▶ [EXERCISE REQUIREMENTS] Collect every line below that contains the word "rows".
==*==
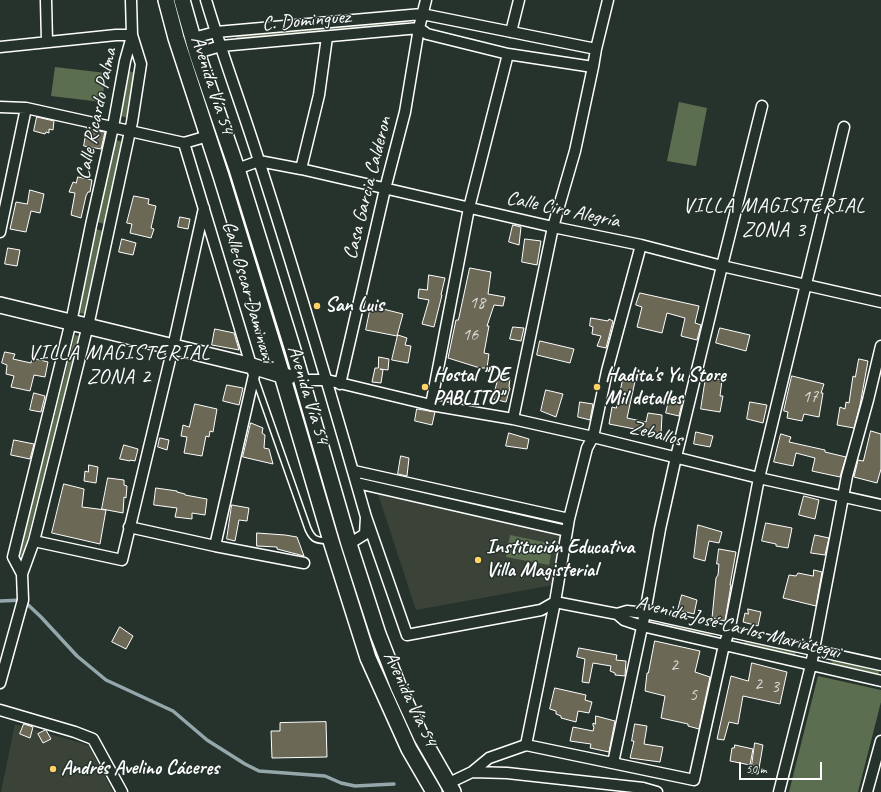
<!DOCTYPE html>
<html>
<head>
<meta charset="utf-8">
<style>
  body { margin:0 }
  #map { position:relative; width:881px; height:792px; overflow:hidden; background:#26332d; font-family:Caveat,sans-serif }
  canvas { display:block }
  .scale { position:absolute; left:739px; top:762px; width:83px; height:18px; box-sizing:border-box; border:2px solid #fff; border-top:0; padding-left:5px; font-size:12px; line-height:14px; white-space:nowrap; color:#fff; -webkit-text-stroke:3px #26332d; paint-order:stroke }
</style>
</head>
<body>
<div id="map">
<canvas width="881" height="792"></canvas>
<div class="scale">50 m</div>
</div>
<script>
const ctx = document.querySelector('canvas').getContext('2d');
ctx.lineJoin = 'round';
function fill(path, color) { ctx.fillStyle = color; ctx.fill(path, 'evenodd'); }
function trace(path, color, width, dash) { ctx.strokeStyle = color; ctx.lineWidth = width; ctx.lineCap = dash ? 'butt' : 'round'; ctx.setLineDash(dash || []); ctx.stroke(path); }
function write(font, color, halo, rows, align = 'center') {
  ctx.font = font + ' Caveat,sans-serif'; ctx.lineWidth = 3; ctx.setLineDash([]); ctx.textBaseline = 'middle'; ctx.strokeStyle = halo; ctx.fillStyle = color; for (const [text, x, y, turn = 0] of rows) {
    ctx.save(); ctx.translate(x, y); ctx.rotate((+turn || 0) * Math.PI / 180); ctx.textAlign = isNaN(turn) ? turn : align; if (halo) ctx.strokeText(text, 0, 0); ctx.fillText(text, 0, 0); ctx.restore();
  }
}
const built = new Path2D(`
  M378 494 561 535 553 585 416 610Z
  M15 724 88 745 113 792H1Z`);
const green = new Path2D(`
  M171 0H178L285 342 279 344Z
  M406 20V24L237 40 235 35Z
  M55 67 106 73 102 102 51 96Z
  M129 71 135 73 128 118 121 116Z
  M679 102 707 108 696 166 667 161Z
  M116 140 123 142 105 224 97 222Z
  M96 229 103 231 86 314 79 313Z
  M75 335 79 336 23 557 19 556Z
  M297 405 303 407 358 589 352 591Z
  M510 535 553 544 549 565 506 557Z
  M361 597 442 782 436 786 411 739 372 652 355 599Z
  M661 620 712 632 711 637 660 625Z
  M745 640 796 651 795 656 744 645Z
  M832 659 879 670V674L831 664Z
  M818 676 881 690V702L858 792H789Z`);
const stream = new Path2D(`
  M0 601 23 600 41 617 77 656 106 680 173 711 207 740 245 764 259 771 325 776 341 783 355 786 394 784`);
const building = new Path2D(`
  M37 117 54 121 53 130 49 129V133L46 132 45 134 34 131Z
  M87 129 105 132 101 149 84 146Z
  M78 177 92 180 90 192H88L86 196 81 218 71 215 75 193 69 192 73 182 76 183Z
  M30 190 44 194 40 213 31 211 26 232 10 229 16 202 27 204Z
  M134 196 149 199 148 204 156 206 151 228 154 229 151 238 130 233 132 224 127 223Z
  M180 217 190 219 188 229 178 227Z
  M513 225 521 227 519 245 509 242Z
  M122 239 136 243 133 255 119 252Z
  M525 239 541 241 537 265 522 262Z
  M8 248 20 250 17 266 5 264Z
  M470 268 491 272 488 294 505 297 503 306 494 305 487 326H489L484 353 489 354 487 368H480L448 358 456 320H458Z
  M429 275 445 278 441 295H442L434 327 422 324 429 300 418 298 419 289 427 290Z
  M640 293 699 306 695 323 701 325 697 340 681 336 685 318 667 313 662 333 637 327 642 307 636 305Z
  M371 306 403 314 397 336 366 330Z
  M591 318 608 321 609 319 613 321 606 348 597 346 601 336 592 334 593 327 590 326Z
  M513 327 524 328 521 341 510 339Z
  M720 328 750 335 746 351 716 343Z
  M215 329 234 333 239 350 212 345Z
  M398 335 407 338 405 345 411 346 408 363 392 360Z
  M540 341 574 349 570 363 537 355Z
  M5 352 15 354 13 359 31 363 32 358 48 362 45 377 34 375 30 391 11 387 14 376 6 374 7 365 2 363Z
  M379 357 389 359 388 370 380 369 383 370 381 383 372 382 375 368H378Z
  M859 359 868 361 860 405 854 428 837 425 840 407 845 409 846 402 849 403 853 376 855 377Z
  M624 375 636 377 627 418 646 422 648 413 662 415 661 435 644 433 645 431 609 424 612 407 616 408Z
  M499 376 510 378 509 387 510 388 506 402 493 399Z
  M792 376 824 384 821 393H823L819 417 804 414 802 421 787 418 788 412 784 411Z
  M706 377 722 380 720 396H723L720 412 701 409Z
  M227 385 243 388 239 405 223 401Z
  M546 390 563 394 556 417 541 411Z
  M34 393 45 396 41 412 30 410Z
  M670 396 683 399 679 416 666 413Z
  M580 402 593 404 590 420 578 417Z
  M750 402 767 405 763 423 747 419Z
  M195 404 217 409 213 432 210 431 209 437 206 436 202 456 184 453 187 437 181 436 183 425 189 427Z
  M417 409 435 412 432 425 415 421Z
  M251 423 263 428 262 433 265 435 264 448 269 449 273 464 243 457Z
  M871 431 881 434V469L877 483 854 477 858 460 863 461Z
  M696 432 713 436 710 447 694 444Z
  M509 433 529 439 527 449 506 446Z
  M781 434 791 437 789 442 825 450V452L846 457 840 477 812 471 815 458 796 453 793 466 774 462Z
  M160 438 169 440 167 450 158 447Z
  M14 440 34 444 30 459 11 455Z
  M124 445 138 449 135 461 130 460V461L120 459Z
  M401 456 409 458 407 476 398 474Z
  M89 465 98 467 96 483 84 481 85 471 88 472Z
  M108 478 124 480V485L127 486 126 498 124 497 123 513 102 509Z
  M64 484 84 489 82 507 106 510 100 544 52 533Z
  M156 488 177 491V492L185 494V495L207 499 205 515 192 513V519L175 517 177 508 154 505Z
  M804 496 819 500 815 519 799 515Z
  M232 505 249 508 247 521 239 520 235 541 227 539Z
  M766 523 792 528 788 548 776 546V544L762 541Z
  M698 525 722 532 719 543 709 541 705 561 694 558Z
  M257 533 285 535 297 537 304 556 277 549V547L257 546Z
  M815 535 829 538 825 555 811 553Z
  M719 549 736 552 730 585H731L725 621 712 618 716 578 718 575 719 564H717Z
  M814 570 822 572 816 606 783 598 789 575 796 576 798 573 813 576Z
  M682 595 697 600 694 614 678 610Z
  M748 609 761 612 758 626 743 622 745 613 748 614Z
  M120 627 133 636 126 649 112 642Z
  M655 641 700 651 695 672 710 677 699 729 688 726V724L661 718 665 696 645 691 647 673H648Z
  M579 648 617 655 616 660 626 661 625 676 615 675V673L610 671 611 666 593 663 589 683 582 682 585 659 577 657Z
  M752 663 787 672 780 704 743 696 738 724 729 722 724 740 717 739 731 676 748 681Z
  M555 688 586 695 585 700 592 702 589 713 578 711 576 722 561 718V716L556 714V711L550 709Z
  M596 716 615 721 609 752 590 748 591 744 570 741 573 727 593 731 594 727 593 726V723L595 724Z
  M326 722 327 757 272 758 271 731H280V723Z
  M24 724 33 727 30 738 20 734Z
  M635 724 647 726 644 744 663 747 660 762 630 758 634 741H632Z
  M46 730 51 739 43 743 38 734Z
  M755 743 763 745 758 774 751 773Z
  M735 745 753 749 750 765 730 761 732 748H734Z`);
const lane = new Path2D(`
  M255 378 308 529C313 540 316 540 328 541`);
const street = new Path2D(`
  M46 0 47 42
  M206 0C222 54 242 107 259 161 297 279 332 398 366 517L365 534 349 544
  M511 32 519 0
  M193 38 216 32 422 14 596 49
  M0 47 116 35H132
  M197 53 221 46 419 28 427 34 508 54 593 67
  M0 107 26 108 184 143 208 136
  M184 143 254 375 215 546
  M237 169 259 161 301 169 553 227 641 245 722 266 881 302
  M301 169 319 95 327 37
  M0 232 26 108
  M301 380H327L431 405 513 419 593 437 759 478 881 505
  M340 384 385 189 405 112 419 28 426 0
  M431 405 469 208 508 54
  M513 419 553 227 575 151 593 67 596 49 608 0
  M354 471 569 519
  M357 483 567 531
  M366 517 407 635 541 610 555 602 617 614 627 611 645 613 881 665
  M129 527 215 546 304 563
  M34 541 122 560 173 347 204 208
  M22 574 13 557 73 313 91 225 113 127 125 61 132 36
  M617 614 624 620 642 626 881 681
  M0 683 23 600 22 574 34 541 90 317 132 122 141 64 132 35 131 0
  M0 710 75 732 93 739 122 792
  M526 745 555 602 569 519 587 448 593 437 607 371 641 245
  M613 763 645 613 660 529 676 457 722 266 762 106
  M472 772 489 758 526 745 694 780 724 645 729 632 759 478 844 127
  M449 783 472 772 507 773 643 788 657 792
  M779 792 811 665 847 476 868 400 881 346
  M867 792 881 741`);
const secondary = new Path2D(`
  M166 0 176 38 221 176 282 375 331 541 368 658 409 749 434 792
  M182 0 197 53 237 169 293 350 349 544 378 634 399 688 421 736 453 792
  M0 305 252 366 288 377`);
const markers = [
  [317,306,4,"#ffd166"],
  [425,387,4,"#ffd166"],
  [597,387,4,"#ffd166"],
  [478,560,4,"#ffd166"],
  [53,769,4,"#ffd166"]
];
const numberNames = [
  ["18",477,303],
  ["16",470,335],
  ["17",810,397],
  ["2",674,665],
  ["2",758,684],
  ["3",775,687],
  ["5",693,695]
];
const streetNames = [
  ["C. Dominguez",306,21,-5],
  ["Avenida Vía 54",212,85,72],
  ["Calle Ricardo Palma",97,114,-78],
  ["Casa Garcia Calderon",368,188,-76],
  ["Calle Ciro Alegría",563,210,12],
  ["Calle Oscar Daminani",248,292,74],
  ["Avenida Vía 54",308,395,73],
  ["Zeballos",656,434,14],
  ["Avenida José Carlos Mariátegui",738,628,14],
  ["Avenida Vía 54",410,699,65]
];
const poiNames = [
  ["San Luis",325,306],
  ["Hostal \"DE",433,376],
  ["PABLITO\"",433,399],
  ["Hadita's Yu Store",605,376],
  ["Mil detalles",605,399],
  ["Institución Educativa",486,548],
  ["Villa Magisterial",486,571],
  ["Andrés Avelino Cáceres",61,769]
];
const neighbourhoodNames = [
  ["VILLA MAGISTERIAL",774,206],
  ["ZONA 3",774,230],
  ["VILLA MAGISTERIAL",119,353],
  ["ZONA 2",119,377]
];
fill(built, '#3b4339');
fill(green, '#5c6e50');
trace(stream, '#94a8ac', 3.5);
fill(building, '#6b6855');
trace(building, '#fff', 1);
trace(lane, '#fff', 8);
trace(street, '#fff', 13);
trace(secondary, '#fff', 18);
trace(lane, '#26332d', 5);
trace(street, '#26332d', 10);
trace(secondary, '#26332d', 15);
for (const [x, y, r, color] of markers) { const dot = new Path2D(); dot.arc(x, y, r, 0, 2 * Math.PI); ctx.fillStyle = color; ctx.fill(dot); trace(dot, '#26332d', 1.5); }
write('18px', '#dad9d4', null, numberNames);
write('20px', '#fff', '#26332d', streetNames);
write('bold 20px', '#fff', '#26332d', poiNames, 'left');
ctx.letterSpacing = '1px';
write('21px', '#fff', '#26332d', neighbourhoodNames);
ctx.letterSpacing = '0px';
</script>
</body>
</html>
==*==
▶ [ANSWER BELOW]
function write(font, color, halo, rows, align = 'center') {
  ctx.font = font + ' Caveat,sans-serif'; ctx.lineWidth = 3; ctx.setLineDash([]); ctx.textBaseline = 'middle'; ctx.strokeStyle = halo; ctx.fillStyle = color; for (const [text, x, y, turn = 0] of rows) {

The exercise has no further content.